### Excerpted data

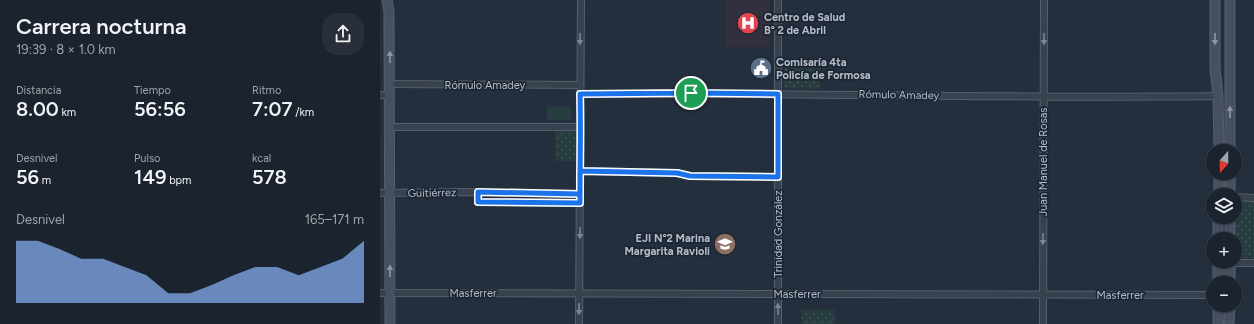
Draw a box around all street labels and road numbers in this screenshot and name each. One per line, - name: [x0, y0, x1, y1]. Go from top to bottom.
- street label: Rómulo Amadey: [445, 79, 526, 92]
- street label: Rómulo Amadey: [858, 88, 940, 102]
- street label: Juan Manuel de Rosas: [1037, 108, 1050, 216]
- street label: Guitiérrez: [408, 186, 456, 200]
- street label: Trinidad González: [772, 190, 785, 278]
- street label: Masferrer: [449, 287, 497, 300]
- street label: Masferrer: [773, 288, 821, 301]
- street label: Masferrer: [1096, 289, 1144, 302]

### About this exercise
When you return the listing, keep each line exact and leave the pictures out.

### Solution below
Draw a box around all street labels and road numbers in this screenshot and name each. One per line, - name: [x0, y0, x1, y1]. Go from top to bottom.
- street label: Rómulo Amadey: [445, 79, 526, 92]
- street label: Rómulo Amadey: [858, 88, 940, 102]
- street label: Juan Manuel de Rosas: [1037, 108, 1050, 216]
- street label: Guitiérrez: [408, 186, 456, 200]
- street label: Trinidad González: [772, 190, 785, 278]
- street label: Masferrer: [449, 287, 497, 300]
- street label: Masferrer: [773, 288, 821, 301]
- street label: Masferrer: [1096, 289, 1144, 302]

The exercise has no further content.